Step 2: Prepare Data
Create a txt file “weather.txt” by following the following format:
@relation weather @attribute outlook {sunny, overcast, rainy} @attribute temperature numeric @attribute humidity numeric @attribute windy {TRUE, FALSE} @attribute play {yes, no} @data sunny,85,85,FALSE,no sunny,80,90,TRUE,no overcast,83,86,FALSE,yes rainy,70,96,FALSE,yes rainy,68,80,FALSE,yes rainy,65,70,TRUE,no overcast,64,65,TRUE,yes sunny,72,95,FALSE,no sunny,69,70,FALSE,yes rainy,75,80,FALSE,yes sunny,75,70,TRUE,yes overcast,72,90,TRUE,yes overcast,81,75,FALSE,yes rainy,71,91,TRUE,no
This dataset is from weka download package.
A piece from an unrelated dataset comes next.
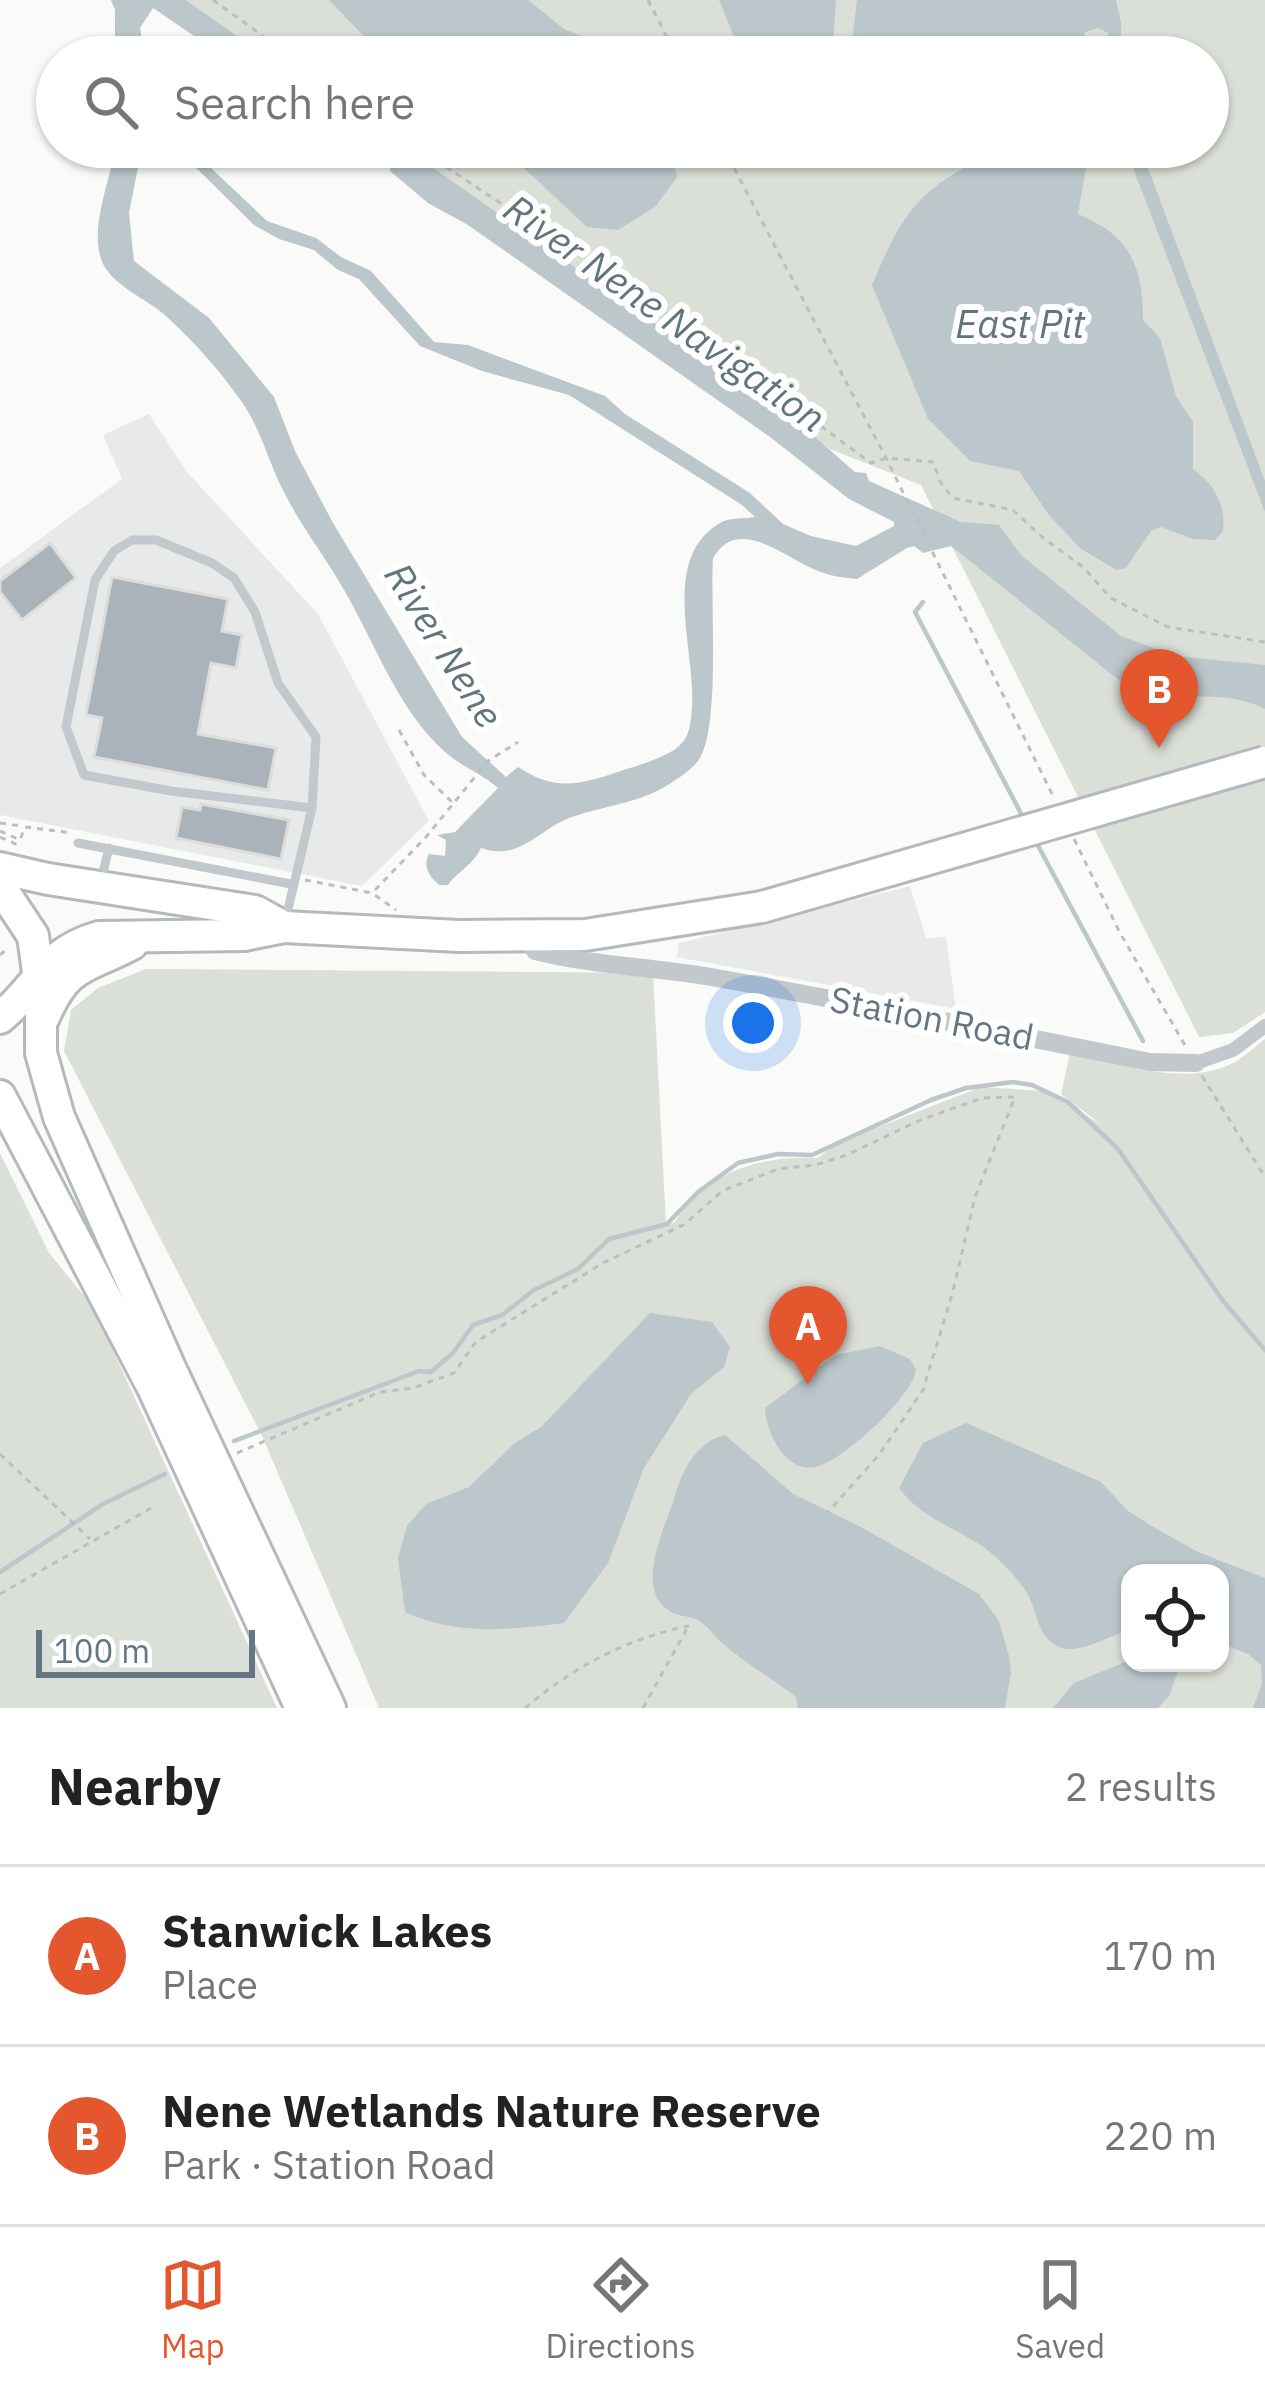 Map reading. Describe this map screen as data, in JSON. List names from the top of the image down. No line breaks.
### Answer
{"streets":{"highway":["Station Road"]},"water":["River Nene Navigation","East Pit","River Nene"],"scale_bar":"100 m","page":{"search":"Search here","pins":["B","A"],"scale":"100 m","heading":["Nearby","2 results"],"list":[{"mark":"A","name":"Stanwick Lakes","note":"Place","value":"170 m"},{"mark":"B","name":"Nene Wetlands Nature Reserve","note":"Park · Station Road","value":"220 m"}],"nav":["Map","Directions","Saved"]}}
It is located at “/data/weather.numeric.arff”. The file extension name is “arff”, but we can simply use “txt”.
Step 3: Training and Testing by Using Weka
This code example use a set of classifiers provided by Weka. It trains model on the given dataset and test by using 10-split cross validation. I will explain each classifier later as it is a more complicated topic.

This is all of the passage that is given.